* _Exercise prompt_
Once you find a line containing the word "auto" in the entries below, copy it.

* _Extracted material_
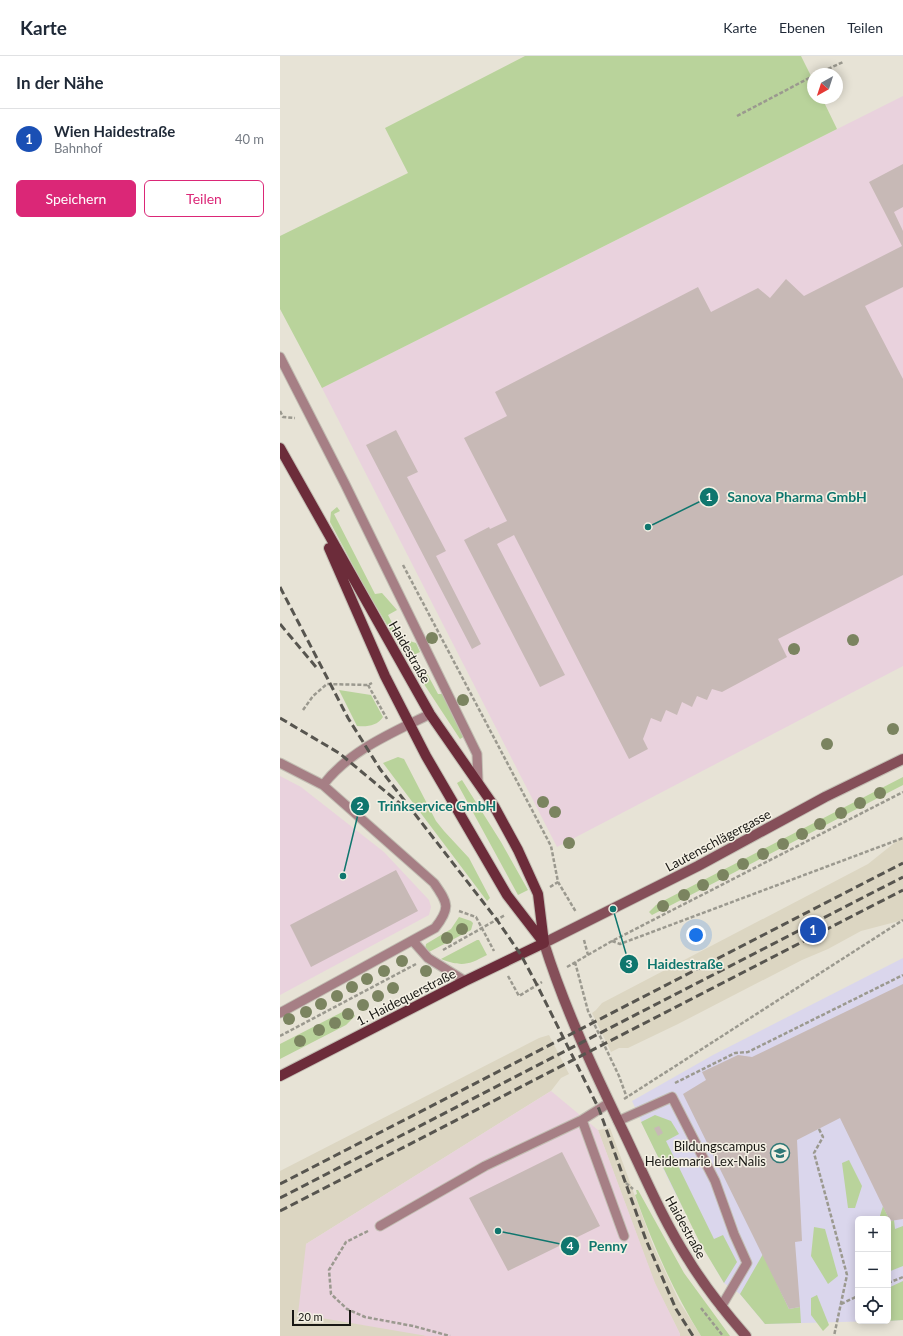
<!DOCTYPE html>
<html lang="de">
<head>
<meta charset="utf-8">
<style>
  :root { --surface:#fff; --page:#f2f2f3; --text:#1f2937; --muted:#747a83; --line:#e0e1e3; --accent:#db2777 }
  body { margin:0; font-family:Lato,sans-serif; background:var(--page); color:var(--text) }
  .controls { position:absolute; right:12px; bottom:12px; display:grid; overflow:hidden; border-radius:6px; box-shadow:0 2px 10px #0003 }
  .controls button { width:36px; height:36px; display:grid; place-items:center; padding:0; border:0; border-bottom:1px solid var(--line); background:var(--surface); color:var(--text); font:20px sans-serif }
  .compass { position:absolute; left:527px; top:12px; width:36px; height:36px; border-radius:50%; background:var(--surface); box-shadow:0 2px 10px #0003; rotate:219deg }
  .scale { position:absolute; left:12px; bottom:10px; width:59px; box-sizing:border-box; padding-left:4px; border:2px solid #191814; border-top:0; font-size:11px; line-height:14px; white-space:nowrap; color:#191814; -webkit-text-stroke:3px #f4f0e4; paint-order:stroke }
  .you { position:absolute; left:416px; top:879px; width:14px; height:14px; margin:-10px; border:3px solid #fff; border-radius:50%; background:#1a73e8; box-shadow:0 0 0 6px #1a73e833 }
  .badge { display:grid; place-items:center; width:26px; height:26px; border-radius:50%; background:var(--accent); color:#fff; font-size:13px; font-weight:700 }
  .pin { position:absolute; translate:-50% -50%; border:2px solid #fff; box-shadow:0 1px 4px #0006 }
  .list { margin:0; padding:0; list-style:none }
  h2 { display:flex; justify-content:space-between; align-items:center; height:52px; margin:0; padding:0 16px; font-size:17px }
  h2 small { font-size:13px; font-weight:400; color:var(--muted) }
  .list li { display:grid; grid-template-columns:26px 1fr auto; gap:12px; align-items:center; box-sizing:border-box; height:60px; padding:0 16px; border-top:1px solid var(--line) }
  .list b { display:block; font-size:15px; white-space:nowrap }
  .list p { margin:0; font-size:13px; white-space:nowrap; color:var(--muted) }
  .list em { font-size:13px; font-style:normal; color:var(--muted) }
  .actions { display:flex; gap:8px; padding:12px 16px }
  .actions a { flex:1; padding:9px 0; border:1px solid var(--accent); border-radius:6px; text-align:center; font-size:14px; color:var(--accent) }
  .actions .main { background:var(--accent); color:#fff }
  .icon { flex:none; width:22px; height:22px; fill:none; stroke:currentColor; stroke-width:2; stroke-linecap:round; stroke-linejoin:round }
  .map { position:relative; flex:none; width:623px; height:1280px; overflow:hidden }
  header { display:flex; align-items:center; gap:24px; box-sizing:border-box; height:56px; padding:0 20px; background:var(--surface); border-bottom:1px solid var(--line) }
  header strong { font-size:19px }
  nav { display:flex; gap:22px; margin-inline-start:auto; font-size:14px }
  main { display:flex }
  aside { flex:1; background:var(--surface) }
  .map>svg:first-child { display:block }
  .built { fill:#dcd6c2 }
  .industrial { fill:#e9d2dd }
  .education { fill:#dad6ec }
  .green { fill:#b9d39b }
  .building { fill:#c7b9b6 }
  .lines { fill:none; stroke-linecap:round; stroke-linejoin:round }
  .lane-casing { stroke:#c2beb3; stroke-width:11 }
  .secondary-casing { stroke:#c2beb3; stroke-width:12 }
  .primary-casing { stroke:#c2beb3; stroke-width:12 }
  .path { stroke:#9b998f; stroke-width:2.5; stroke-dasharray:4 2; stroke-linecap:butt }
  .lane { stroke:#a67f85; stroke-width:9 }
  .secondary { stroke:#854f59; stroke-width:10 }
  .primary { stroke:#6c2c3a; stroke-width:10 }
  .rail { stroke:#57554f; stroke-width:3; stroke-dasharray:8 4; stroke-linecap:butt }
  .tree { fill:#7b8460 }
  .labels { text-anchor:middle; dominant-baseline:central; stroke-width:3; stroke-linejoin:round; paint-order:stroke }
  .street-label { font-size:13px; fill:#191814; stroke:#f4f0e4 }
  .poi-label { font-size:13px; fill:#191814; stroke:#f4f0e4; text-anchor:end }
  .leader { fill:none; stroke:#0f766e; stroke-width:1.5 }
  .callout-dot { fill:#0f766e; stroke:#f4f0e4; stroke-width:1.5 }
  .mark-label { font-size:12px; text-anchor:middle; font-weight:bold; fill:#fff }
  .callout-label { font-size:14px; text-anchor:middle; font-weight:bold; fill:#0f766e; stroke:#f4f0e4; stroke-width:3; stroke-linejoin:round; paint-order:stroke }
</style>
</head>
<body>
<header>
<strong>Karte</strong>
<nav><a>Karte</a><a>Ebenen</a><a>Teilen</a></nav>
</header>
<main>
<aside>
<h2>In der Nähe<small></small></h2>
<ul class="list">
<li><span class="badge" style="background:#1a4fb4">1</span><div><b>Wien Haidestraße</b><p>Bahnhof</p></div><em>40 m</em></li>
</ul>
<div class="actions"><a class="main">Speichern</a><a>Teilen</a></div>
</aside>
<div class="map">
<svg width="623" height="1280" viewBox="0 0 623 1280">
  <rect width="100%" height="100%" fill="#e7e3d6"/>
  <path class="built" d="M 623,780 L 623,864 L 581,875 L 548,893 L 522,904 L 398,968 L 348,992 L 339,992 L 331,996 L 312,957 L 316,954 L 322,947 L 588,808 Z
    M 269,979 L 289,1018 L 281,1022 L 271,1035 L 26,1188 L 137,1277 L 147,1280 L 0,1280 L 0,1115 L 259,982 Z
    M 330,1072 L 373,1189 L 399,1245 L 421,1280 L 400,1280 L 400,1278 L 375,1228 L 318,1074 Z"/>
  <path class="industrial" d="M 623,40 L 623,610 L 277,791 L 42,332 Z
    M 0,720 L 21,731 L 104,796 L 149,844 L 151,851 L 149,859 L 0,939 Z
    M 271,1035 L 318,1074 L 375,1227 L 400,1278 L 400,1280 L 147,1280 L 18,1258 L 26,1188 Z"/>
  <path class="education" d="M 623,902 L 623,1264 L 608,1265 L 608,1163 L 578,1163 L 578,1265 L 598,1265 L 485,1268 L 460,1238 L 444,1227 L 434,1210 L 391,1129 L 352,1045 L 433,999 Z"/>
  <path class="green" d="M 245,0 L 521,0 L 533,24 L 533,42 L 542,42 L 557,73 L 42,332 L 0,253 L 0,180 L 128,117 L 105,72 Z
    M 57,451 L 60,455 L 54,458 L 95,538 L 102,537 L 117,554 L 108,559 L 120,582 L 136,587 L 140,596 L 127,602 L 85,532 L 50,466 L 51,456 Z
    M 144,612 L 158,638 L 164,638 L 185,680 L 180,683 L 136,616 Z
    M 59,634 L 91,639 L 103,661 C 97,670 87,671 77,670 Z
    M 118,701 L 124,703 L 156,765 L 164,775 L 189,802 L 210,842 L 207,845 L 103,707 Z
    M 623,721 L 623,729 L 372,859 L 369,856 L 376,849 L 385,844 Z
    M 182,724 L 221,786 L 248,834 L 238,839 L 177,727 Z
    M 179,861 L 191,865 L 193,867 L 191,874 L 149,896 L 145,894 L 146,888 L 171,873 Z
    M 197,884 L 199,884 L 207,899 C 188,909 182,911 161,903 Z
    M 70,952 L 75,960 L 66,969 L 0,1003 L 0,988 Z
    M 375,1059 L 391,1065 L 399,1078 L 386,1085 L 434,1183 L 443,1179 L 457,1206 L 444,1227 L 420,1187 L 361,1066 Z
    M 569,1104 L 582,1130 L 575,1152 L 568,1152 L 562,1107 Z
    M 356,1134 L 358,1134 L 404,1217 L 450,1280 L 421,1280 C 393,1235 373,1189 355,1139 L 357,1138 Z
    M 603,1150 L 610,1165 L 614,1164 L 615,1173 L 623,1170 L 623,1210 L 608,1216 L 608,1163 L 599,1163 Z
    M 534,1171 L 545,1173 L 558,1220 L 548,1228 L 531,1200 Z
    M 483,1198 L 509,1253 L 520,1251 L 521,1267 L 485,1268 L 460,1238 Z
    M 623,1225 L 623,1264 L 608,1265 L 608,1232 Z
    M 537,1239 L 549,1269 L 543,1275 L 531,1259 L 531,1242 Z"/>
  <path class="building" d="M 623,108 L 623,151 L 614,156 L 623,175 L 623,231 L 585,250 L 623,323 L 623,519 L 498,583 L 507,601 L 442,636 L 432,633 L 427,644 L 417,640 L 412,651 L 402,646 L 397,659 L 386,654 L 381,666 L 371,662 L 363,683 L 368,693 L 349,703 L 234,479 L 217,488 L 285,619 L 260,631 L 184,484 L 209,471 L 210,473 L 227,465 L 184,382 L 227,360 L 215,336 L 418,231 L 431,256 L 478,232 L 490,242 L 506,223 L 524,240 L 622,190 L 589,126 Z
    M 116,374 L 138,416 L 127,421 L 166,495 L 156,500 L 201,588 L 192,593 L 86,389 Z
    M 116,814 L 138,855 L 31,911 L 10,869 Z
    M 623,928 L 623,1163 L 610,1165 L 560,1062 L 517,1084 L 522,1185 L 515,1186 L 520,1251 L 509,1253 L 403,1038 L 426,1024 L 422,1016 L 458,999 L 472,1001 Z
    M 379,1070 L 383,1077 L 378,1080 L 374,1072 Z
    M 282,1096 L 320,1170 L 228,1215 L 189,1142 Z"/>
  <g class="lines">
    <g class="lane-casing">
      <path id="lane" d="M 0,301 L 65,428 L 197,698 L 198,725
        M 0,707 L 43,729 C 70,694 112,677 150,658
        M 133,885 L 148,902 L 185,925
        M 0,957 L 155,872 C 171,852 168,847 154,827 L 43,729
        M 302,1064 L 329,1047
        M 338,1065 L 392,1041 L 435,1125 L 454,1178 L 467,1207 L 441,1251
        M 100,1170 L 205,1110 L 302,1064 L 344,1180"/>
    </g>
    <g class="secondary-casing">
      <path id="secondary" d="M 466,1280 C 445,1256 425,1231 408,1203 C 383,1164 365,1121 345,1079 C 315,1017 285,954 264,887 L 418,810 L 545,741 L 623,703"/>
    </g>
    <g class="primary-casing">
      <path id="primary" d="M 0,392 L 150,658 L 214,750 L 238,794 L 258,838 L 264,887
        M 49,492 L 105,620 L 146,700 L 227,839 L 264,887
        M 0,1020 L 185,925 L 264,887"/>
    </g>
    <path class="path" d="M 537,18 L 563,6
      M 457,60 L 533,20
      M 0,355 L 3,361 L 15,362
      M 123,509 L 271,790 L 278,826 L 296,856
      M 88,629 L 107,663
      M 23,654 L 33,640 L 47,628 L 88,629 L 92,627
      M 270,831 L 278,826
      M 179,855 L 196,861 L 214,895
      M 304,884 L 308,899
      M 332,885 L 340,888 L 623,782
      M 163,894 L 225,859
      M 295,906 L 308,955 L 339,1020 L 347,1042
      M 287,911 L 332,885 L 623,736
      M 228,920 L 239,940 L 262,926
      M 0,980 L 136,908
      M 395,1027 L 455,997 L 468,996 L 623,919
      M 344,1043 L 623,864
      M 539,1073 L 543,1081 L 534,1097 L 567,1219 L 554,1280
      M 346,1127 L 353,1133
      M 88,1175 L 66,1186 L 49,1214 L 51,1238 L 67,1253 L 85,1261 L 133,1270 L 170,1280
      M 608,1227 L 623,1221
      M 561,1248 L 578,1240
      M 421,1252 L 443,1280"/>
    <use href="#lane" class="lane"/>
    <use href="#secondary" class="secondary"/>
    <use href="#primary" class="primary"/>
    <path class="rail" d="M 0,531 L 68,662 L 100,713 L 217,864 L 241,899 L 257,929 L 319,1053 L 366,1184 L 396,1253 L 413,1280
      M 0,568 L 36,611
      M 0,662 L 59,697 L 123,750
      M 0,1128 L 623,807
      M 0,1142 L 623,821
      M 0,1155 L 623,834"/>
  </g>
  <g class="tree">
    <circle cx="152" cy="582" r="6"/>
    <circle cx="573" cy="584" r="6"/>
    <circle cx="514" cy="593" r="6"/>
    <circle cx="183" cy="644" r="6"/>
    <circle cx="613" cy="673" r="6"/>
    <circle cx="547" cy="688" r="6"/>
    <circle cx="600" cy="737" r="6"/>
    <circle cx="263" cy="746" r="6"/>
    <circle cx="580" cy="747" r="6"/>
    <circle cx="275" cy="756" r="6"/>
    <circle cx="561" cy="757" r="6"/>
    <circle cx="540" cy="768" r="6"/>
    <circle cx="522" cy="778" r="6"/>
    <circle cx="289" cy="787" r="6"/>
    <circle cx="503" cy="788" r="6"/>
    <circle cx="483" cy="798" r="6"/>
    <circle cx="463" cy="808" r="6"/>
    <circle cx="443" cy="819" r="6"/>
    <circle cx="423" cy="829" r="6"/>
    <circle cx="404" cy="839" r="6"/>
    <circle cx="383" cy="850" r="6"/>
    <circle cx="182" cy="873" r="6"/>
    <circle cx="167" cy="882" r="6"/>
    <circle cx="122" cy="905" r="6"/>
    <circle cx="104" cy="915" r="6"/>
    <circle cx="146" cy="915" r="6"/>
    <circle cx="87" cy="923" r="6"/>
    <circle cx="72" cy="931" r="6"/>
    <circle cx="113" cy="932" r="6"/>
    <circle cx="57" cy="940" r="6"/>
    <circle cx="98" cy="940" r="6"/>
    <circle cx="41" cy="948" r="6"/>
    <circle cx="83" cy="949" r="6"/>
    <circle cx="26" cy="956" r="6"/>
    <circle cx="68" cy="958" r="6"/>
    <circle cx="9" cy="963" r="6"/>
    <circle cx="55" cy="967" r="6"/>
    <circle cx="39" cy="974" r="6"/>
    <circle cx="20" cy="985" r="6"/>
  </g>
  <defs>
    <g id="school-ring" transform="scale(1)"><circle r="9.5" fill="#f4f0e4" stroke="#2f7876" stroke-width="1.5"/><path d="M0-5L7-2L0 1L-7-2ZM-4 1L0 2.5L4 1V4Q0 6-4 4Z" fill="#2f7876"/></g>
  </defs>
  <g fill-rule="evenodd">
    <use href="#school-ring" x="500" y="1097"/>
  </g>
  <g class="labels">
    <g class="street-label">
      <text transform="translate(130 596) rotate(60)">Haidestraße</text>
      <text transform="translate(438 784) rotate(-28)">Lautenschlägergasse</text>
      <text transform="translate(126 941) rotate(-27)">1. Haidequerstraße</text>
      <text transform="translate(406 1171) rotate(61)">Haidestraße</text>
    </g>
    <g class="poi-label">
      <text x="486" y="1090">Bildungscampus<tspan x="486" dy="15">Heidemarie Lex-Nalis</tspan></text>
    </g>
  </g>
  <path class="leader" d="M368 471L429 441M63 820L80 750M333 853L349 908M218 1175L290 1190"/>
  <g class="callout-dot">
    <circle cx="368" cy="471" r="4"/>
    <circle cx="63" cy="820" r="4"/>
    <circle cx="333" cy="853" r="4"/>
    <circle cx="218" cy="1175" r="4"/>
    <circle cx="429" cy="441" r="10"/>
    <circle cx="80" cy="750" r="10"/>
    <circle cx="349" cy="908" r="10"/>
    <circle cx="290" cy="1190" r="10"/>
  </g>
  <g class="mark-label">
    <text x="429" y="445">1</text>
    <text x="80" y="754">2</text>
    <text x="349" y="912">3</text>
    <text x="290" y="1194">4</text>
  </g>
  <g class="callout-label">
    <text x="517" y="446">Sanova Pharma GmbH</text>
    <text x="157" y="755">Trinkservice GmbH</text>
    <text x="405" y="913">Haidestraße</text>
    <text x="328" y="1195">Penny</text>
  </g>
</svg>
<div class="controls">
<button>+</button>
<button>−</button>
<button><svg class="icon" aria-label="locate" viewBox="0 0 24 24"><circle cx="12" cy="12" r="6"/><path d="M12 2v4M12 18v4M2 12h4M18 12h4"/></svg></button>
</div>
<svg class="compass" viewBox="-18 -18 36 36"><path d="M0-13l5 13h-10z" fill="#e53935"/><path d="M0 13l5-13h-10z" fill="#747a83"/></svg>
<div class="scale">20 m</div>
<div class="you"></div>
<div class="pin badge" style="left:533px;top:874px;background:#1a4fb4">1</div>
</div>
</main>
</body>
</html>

* _Solution for this problem_
  .list li { display:grid; grid-template-columns:26px 1fr auto; gap:12px; align-items:center; box-sizing:border-box; height:60px; padding:0 16px; border-top:1px solid var(--line) }
  nav { display:flex; gap:22px; margin-inline-start:auto; font-size:14px }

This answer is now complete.